## Problem details
Count the lines in the data below holding the string "linejoin" and write the total by itself.

## Record extracts
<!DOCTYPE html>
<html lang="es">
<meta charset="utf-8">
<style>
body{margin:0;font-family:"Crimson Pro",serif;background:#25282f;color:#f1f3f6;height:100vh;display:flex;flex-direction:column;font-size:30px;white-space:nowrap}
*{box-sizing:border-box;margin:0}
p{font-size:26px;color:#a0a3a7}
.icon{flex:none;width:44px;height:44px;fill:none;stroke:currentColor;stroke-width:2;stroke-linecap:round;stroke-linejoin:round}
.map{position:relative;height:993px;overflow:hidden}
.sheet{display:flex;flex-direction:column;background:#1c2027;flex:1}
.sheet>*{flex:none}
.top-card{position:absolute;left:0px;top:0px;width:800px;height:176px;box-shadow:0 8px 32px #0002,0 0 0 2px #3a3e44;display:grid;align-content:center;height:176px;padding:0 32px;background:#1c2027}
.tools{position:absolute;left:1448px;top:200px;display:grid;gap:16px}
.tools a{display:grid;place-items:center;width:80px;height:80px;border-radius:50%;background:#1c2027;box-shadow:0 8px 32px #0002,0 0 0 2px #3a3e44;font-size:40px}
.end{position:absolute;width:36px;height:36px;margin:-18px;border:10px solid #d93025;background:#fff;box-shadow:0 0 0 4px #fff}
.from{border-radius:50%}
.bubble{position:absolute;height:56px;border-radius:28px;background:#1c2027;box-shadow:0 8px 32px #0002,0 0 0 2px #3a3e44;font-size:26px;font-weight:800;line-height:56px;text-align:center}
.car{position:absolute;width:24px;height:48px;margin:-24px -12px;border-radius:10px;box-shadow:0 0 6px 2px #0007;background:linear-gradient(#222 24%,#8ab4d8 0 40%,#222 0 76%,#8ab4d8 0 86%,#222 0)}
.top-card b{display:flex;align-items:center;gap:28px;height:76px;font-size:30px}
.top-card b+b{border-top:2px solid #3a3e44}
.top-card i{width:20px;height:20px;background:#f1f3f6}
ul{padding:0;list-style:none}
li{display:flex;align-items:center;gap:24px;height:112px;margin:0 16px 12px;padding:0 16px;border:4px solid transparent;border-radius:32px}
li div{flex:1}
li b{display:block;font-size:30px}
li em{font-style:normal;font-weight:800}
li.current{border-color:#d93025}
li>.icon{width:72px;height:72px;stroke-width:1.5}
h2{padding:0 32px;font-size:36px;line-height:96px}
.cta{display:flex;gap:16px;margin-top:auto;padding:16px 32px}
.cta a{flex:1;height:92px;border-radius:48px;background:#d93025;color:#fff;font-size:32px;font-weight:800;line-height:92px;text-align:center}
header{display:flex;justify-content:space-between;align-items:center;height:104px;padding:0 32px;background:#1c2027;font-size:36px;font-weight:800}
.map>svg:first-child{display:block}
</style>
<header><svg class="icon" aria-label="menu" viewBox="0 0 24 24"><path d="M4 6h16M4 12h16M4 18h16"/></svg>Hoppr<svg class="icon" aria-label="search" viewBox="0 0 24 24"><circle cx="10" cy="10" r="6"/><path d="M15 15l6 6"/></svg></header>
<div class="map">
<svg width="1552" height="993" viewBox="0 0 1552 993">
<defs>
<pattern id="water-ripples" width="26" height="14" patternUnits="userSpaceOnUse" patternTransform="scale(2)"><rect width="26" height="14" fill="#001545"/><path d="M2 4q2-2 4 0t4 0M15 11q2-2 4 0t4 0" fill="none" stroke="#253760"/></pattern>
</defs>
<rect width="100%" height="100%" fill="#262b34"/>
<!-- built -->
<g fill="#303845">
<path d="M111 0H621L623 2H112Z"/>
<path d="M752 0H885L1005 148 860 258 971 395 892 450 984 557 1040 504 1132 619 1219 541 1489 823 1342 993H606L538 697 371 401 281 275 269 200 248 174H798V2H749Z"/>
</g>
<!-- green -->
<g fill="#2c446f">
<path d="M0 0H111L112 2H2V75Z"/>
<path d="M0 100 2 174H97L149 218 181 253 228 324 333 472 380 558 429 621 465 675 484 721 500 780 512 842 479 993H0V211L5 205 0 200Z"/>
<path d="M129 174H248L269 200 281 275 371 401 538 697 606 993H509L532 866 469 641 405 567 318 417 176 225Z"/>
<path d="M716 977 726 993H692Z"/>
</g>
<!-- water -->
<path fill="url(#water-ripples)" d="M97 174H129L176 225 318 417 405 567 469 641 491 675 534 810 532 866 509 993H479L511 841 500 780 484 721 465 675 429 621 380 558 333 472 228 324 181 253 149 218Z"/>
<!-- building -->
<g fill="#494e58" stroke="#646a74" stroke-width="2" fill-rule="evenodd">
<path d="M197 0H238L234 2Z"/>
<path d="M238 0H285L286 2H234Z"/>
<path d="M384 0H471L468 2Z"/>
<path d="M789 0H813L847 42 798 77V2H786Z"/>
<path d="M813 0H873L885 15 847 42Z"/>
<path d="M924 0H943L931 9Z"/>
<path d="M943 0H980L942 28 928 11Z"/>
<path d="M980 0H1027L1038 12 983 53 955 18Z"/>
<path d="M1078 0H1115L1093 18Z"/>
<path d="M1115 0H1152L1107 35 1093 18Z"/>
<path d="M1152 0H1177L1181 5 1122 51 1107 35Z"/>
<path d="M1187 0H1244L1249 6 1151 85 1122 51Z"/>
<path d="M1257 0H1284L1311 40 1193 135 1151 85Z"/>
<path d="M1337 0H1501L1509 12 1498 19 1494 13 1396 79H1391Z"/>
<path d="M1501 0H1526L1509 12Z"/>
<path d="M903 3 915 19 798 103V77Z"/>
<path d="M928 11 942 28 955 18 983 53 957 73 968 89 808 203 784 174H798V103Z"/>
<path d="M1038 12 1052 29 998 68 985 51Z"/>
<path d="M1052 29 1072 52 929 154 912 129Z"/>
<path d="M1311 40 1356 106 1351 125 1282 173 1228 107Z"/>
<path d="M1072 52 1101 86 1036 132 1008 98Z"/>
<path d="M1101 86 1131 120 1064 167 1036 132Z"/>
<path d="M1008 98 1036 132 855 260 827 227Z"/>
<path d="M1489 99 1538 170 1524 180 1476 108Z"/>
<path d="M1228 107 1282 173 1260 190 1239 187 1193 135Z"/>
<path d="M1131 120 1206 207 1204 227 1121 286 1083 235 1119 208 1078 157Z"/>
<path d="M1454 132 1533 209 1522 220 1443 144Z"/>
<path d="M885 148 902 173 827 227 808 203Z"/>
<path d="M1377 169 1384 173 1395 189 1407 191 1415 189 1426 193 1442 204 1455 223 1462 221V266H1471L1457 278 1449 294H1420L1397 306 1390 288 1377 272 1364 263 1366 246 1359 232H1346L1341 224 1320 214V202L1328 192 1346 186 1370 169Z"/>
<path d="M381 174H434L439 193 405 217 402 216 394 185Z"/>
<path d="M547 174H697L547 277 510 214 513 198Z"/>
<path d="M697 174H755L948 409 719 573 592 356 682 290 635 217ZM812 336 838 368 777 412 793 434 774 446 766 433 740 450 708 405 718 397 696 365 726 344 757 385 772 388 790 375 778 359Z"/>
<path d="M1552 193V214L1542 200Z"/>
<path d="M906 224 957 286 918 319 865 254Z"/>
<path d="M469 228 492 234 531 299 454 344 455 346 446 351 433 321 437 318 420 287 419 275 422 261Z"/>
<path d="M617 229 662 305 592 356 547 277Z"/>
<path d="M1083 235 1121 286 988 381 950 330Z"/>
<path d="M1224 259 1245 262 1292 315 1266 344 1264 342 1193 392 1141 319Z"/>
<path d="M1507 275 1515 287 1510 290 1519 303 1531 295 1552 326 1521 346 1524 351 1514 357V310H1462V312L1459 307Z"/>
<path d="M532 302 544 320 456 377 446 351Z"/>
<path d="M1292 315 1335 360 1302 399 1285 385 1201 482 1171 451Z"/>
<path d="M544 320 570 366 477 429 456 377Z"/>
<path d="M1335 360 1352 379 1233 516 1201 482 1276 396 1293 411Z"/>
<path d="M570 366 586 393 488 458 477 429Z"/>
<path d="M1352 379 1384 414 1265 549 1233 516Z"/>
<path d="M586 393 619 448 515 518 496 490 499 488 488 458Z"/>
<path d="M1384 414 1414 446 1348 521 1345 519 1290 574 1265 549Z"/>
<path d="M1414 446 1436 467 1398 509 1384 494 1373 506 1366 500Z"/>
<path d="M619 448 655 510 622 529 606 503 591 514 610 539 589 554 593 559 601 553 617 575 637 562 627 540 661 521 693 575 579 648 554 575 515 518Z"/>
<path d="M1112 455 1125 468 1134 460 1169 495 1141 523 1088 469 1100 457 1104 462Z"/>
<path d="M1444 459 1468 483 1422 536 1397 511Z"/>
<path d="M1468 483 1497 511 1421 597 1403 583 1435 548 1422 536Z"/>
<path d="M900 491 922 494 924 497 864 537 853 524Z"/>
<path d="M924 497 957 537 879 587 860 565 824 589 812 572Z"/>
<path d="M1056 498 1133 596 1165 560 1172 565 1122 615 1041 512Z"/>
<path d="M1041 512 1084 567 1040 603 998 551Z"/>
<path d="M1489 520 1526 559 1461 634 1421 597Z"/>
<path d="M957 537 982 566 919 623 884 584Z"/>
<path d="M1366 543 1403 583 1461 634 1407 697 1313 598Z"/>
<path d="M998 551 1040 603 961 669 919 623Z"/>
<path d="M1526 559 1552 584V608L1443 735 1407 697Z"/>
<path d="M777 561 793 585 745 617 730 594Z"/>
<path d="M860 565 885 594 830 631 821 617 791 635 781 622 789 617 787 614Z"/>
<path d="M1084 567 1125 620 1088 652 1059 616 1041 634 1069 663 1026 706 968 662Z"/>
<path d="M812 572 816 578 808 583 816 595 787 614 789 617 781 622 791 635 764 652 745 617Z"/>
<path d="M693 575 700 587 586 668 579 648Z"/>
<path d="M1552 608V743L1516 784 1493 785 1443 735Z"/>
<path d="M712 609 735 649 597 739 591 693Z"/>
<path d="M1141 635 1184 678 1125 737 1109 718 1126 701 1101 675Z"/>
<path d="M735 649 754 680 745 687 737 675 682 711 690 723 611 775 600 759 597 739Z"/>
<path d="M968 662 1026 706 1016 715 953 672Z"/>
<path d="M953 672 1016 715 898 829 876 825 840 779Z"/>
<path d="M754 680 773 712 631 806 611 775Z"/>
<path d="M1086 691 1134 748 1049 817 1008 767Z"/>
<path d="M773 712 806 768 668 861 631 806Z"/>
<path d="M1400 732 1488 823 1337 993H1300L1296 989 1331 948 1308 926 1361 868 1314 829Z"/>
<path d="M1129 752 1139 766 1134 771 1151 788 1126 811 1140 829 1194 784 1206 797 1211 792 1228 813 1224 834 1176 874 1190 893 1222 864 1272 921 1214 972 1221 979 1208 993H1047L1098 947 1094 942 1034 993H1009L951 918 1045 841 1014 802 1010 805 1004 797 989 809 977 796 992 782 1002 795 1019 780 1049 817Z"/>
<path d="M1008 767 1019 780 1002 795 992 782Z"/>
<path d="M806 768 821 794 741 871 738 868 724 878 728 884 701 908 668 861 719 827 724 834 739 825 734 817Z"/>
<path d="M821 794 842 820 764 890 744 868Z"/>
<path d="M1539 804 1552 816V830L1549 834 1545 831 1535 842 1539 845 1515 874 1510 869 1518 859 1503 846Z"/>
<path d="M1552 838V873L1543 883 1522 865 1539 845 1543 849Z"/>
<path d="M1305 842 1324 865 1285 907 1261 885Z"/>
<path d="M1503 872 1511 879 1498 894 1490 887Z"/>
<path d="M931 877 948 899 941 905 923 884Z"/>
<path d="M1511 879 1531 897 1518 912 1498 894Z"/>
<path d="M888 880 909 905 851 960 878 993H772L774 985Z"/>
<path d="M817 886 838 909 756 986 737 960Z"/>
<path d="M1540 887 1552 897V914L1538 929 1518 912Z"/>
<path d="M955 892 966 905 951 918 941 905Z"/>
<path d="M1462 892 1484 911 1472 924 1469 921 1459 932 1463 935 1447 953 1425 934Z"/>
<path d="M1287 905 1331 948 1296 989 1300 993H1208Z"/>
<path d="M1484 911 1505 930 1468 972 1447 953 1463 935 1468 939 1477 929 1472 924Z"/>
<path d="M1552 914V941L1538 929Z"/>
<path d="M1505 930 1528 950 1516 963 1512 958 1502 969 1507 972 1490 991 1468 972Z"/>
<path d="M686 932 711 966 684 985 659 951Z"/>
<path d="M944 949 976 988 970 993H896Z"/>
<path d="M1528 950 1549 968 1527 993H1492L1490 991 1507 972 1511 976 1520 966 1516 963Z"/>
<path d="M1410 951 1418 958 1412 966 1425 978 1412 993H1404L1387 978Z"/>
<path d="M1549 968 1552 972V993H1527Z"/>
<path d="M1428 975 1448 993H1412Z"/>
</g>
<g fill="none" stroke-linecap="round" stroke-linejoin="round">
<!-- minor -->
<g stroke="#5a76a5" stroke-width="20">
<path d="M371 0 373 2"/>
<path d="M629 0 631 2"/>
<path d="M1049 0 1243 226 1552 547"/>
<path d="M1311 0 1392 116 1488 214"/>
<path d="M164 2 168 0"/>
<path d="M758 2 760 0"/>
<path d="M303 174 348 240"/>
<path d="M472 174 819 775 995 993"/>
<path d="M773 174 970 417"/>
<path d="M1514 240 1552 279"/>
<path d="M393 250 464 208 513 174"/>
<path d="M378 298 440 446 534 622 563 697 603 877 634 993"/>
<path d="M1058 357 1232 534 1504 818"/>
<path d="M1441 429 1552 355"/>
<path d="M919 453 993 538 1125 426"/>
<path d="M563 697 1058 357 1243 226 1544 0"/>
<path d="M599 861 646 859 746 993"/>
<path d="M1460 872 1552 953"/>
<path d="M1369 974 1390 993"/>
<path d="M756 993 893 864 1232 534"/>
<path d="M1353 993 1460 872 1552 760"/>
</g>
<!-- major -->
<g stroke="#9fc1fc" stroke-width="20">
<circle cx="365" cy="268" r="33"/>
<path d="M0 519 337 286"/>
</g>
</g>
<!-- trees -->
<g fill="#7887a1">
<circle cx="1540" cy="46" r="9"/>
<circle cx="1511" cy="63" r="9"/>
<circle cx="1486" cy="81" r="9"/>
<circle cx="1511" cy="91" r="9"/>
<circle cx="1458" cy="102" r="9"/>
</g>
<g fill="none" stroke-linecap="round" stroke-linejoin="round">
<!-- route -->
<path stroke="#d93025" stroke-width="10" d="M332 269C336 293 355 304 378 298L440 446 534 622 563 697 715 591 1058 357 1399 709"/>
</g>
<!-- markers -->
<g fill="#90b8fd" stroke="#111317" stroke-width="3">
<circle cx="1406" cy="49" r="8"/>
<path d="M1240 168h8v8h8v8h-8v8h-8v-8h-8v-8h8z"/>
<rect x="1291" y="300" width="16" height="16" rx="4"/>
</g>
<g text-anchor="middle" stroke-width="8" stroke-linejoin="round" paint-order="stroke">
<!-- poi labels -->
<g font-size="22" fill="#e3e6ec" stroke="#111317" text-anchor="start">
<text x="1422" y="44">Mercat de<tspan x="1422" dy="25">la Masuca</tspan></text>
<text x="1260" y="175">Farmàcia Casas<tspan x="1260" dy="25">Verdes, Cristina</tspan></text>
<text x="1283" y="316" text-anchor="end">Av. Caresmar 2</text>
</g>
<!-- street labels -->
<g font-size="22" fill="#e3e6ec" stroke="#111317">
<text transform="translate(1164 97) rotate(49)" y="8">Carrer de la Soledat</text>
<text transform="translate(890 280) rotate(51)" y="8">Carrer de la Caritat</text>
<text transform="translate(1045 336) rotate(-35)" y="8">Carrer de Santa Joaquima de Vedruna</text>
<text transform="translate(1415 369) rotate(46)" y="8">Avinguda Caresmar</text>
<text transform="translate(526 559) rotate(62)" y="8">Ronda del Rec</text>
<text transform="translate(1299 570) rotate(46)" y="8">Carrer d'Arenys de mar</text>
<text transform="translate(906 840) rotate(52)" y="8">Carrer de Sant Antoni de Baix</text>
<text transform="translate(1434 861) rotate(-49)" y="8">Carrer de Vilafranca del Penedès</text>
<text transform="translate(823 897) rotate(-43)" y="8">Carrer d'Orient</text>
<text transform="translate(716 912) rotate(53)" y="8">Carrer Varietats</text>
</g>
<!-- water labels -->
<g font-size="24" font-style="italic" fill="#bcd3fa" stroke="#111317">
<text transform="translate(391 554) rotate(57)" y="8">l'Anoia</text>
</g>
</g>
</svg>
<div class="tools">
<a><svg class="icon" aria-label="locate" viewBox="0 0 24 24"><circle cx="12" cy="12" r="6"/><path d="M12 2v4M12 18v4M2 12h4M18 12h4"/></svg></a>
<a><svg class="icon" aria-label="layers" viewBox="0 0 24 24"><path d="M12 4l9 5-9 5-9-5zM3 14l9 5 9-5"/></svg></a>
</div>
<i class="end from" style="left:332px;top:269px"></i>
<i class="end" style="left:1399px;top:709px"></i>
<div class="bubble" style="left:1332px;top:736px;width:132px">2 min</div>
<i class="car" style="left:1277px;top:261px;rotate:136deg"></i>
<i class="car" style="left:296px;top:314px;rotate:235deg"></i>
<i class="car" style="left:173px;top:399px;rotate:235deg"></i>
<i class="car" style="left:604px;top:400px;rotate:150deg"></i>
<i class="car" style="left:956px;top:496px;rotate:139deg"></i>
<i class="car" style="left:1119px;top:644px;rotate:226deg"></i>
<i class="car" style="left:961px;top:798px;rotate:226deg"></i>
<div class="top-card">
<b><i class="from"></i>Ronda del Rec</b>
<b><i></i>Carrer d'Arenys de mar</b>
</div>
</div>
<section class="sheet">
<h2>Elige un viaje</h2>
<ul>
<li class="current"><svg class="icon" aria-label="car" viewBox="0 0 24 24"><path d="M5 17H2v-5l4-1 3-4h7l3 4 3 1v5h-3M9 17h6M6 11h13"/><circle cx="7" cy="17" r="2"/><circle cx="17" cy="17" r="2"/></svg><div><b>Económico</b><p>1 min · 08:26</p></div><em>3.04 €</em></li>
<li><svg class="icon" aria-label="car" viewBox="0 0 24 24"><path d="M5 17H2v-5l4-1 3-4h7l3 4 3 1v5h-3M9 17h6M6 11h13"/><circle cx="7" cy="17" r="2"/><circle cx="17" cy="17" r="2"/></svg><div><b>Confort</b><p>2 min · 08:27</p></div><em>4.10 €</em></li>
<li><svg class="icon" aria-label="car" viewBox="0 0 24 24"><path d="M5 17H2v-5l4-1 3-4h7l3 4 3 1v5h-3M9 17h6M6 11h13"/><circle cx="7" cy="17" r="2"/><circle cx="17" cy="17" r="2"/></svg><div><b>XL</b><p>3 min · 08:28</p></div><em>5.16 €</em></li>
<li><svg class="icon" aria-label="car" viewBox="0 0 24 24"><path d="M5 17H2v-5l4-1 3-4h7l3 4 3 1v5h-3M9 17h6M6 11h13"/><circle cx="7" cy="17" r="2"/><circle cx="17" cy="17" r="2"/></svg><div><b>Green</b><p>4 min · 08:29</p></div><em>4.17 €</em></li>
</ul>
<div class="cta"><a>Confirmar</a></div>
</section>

## Answer to the exercise
4